§ **EXERCISE REQUIREMENTS**:
Copy, word for word, the lines of the entries below between the one with "translate:-50% -50%; white-space:nowrap;" and the one with "font-size:26px; color:#1b2f5e; font-weight:700", inclusive, and leave out everything else.

*** DATA RECORDS

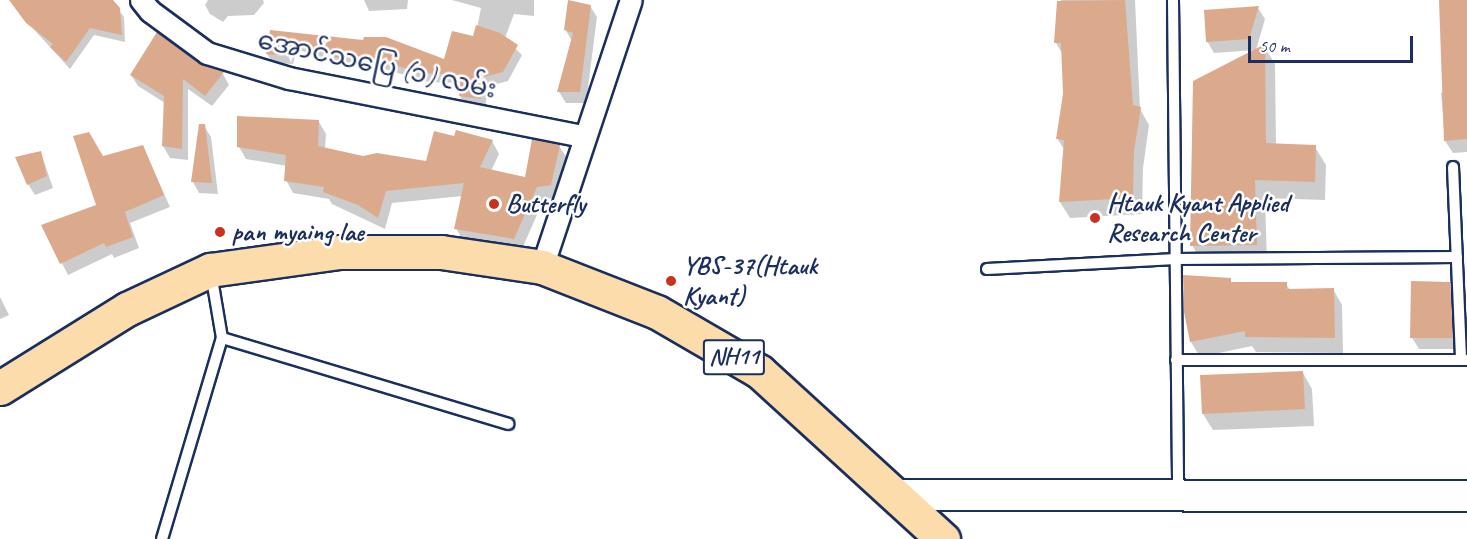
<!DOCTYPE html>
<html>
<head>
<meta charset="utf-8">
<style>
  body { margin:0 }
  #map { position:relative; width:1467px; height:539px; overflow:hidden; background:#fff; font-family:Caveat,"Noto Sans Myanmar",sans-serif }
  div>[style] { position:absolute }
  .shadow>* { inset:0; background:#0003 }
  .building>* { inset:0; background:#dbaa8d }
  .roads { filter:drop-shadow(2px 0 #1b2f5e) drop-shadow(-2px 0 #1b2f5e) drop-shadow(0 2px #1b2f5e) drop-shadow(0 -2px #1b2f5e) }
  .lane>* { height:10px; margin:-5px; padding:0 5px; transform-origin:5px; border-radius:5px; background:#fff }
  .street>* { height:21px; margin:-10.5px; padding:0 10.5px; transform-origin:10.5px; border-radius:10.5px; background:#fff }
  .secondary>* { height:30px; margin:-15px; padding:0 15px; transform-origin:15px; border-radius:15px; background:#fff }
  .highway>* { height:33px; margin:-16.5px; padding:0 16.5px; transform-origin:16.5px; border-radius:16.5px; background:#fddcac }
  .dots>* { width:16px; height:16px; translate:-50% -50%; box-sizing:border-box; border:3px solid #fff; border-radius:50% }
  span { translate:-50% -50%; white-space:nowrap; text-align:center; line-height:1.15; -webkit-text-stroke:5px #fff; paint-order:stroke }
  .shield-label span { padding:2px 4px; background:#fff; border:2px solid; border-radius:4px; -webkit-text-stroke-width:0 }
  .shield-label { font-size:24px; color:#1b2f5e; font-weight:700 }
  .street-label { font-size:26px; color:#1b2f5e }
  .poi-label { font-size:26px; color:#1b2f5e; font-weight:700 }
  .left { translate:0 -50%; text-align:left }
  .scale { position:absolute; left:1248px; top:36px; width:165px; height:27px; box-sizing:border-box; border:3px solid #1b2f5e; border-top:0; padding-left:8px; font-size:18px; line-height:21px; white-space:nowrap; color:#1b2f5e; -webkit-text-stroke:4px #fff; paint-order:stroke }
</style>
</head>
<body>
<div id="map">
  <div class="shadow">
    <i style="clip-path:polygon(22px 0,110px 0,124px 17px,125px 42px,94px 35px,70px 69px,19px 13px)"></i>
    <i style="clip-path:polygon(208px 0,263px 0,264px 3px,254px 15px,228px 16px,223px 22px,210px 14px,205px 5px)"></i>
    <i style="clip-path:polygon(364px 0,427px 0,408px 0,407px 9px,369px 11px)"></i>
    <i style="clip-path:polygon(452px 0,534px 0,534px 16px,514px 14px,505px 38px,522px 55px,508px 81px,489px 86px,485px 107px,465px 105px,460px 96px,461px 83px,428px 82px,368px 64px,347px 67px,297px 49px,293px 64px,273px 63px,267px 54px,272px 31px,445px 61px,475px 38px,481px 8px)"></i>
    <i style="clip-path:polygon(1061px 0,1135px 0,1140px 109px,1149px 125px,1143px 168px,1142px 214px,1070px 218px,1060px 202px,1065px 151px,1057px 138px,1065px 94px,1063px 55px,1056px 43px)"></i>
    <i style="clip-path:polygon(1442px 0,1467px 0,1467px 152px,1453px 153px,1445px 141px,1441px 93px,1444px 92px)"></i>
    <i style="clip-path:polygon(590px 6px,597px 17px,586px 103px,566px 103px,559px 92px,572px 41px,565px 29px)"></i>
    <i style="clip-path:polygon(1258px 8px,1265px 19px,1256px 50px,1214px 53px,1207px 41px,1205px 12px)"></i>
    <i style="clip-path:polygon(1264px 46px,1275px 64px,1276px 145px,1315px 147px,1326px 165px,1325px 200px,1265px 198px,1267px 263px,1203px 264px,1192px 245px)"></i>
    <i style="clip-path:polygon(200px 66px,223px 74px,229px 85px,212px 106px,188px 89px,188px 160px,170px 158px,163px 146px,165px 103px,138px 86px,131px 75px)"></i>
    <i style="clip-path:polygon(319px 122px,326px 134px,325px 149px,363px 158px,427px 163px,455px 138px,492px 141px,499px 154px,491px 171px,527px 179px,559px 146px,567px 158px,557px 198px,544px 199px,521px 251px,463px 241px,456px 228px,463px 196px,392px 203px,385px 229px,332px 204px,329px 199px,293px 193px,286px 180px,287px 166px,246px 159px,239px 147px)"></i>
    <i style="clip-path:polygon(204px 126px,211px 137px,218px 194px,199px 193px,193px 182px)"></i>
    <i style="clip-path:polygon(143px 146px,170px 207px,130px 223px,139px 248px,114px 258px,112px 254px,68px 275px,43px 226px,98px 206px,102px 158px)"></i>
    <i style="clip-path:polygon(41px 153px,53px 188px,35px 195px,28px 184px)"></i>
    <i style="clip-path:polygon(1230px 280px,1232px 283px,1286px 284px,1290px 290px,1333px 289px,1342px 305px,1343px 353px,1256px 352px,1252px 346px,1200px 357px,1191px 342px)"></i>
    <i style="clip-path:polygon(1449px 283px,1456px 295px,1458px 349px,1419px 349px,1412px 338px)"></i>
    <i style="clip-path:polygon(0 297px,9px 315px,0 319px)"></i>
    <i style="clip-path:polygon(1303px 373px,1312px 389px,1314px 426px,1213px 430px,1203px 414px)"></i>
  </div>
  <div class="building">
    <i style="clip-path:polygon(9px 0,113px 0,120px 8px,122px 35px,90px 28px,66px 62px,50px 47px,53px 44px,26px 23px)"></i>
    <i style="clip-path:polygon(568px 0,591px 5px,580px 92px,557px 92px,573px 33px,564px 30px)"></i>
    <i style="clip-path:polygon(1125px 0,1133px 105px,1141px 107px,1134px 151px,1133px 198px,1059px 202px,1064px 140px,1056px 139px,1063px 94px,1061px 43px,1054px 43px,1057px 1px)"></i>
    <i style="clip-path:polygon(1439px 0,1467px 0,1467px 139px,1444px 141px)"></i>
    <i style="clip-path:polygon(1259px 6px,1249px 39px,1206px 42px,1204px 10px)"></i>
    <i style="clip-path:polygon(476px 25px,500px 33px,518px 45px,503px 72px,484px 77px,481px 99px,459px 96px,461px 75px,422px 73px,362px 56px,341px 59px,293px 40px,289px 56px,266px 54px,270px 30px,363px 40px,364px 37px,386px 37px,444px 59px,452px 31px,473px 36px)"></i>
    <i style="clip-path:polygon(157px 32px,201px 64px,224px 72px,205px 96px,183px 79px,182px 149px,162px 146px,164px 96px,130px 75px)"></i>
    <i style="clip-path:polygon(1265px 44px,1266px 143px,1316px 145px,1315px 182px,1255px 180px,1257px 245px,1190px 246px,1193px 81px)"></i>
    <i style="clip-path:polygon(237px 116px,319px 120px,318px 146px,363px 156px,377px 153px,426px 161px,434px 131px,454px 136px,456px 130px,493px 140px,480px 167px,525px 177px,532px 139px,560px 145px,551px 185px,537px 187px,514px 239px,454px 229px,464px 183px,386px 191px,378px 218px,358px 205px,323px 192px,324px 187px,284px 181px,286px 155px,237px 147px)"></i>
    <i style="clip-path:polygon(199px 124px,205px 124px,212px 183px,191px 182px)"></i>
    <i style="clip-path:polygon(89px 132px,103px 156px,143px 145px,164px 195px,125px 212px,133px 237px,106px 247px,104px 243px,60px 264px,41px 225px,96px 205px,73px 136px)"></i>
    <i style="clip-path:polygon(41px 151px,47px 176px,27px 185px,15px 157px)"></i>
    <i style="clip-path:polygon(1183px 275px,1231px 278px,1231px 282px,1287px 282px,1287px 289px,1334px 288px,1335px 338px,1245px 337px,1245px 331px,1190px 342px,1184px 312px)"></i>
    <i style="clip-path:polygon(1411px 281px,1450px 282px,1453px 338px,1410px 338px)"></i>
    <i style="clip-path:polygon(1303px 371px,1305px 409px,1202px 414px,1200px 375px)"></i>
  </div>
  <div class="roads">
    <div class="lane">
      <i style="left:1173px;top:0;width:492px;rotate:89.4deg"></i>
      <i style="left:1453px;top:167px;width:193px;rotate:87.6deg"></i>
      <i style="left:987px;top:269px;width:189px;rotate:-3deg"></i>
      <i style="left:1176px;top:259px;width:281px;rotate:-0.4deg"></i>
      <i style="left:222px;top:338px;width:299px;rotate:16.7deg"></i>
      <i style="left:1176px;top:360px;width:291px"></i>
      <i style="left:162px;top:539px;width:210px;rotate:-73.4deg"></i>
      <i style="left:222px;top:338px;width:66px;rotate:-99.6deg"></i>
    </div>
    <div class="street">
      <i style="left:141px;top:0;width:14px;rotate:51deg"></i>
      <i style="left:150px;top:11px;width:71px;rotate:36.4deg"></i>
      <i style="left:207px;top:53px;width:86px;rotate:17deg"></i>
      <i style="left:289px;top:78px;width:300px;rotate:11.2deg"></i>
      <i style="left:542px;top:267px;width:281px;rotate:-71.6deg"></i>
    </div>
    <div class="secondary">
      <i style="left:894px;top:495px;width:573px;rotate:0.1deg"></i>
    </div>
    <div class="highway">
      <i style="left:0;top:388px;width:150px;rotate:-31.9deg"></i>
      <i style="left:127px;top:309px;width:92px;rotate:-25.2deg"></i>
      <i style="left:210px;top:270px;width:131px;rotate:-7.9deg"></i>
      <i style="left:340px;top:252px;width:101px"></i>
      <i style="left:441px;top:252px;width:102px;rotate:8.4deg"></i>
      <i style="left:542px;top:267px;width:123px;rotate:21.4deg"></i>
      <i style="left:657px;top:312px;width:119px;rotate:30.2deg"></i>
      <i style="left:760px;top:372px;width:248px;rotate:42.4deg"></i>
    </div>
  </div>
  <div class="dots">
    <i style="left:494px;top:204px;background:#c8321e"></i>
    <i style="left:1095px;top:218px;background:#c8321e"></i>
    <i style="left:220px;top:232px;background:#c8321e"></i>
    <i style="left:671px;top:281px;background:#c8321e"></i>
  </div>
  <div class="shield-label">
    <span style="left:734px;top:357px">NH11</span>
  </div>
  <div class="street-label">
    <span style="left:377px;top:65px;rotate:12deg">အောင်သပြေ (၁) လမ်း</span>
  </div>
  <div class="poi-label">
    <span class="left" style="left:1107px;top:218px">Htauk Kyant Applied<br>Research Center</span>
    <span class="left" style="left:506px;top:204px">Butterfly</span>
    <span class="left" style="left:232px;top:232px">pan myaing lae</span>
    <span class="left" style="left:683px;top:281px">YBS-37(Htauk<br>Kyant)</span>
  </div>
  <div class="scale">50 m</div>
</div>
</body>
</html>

******

§ **EXPECTED ANSWER**:
  span { translate:-50% -50%; white-space:nowrap; text-align:center; line-height:1.15; -webkit-text-stroke:5px #fff; paint-order:stroke }
  .shield-label span { padding:2px 4px; background:#fff; border:2px solid; border-radius:4px; -webkit-text-stroke-width:0 }
  .shield-label { font-size:24px; color:#1b2f5e; font-weight:700 }
  .street-label { font-size:26px; color:#1b2f5e }
  .poi-label { font-size:26px; color:#1b2f5e; font-weight:700 }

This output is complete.